=== DATA SHOWN ===
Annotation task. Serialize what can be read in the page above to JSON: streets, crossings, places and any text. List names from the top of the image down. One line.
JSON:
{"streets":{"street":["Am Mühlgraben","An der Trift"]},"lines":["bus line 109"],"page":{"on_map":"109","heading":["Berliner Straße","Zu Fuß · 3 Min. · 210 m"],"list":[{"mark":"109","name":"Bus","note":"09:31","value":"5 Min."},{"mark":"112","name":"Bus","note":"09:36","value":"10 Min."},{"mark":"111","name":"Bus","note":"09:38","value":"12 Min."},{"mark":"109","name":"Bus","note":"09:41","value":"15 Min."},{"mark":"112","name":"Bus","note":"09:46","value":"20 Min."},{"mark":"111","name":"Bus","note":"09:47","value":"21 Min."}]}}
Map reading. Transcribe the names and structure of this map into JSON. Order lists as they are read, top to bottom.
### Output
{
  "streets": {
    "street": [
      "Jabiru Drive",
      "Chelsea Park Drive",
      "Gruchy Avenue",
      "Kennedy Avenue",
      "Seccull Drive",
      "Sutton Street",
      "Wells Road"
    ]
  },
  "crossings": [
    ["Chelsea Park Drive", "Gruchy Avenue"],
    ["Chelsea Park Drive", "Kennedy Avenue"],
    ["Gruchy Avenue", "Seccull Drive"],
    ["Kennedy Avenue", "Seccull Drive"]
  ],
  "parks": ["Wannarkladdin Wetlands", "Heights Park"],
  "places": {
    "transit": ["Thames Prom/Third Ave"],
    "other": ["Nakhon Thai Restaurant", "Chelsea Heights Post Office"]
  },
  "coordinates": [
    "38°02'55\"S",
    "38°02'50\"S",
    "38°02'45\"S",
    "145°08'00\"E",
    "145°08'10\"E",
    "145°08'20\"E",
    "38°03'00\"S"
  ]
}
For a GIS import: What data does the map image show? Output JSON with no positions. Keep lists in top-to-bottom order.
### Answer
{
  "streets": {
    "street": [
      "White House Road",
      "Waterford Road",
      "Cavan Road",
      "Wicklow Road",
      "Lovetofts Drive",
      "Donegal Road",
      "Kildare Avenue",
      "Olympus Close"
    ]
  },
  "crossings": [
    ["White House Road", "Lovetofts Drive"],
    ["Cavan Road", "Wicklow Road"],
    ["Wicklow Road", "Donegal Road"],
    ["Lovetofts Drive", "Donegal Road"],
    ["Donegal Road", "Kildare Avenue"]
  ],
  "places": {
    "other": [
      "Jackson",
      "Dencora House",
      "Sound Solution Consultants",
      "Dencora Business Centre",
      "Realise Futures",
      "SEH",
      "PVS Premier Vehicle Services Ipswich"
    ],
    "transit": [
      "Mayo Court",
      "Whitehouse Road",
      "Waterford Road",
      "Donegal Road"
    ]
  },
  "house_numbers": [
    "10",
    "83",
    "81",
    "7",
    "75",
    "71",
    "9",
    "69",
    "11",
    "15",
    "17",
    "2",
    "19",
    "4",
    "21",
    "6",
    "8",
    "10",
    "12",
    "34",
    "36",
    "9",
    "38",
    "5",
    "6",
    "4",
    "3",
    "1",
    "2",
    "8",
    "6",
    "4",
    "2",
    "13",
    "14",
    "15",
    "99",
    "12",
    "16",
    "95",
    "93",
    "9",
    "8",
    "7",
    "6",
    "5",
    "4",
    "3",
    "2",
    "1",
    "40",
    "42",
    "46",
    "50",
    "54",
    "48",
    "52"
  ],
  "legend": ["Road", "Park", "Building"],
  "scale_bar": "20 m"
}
===
◆ ASSIGNED TASK ◆
Using the records given above, list every line that includes the word "other".

◆ WORKED SOLUTION ◆
    "other": ["Nakhon Thai Restaurant", "Chelsea Heights Post Office"]
    "other": [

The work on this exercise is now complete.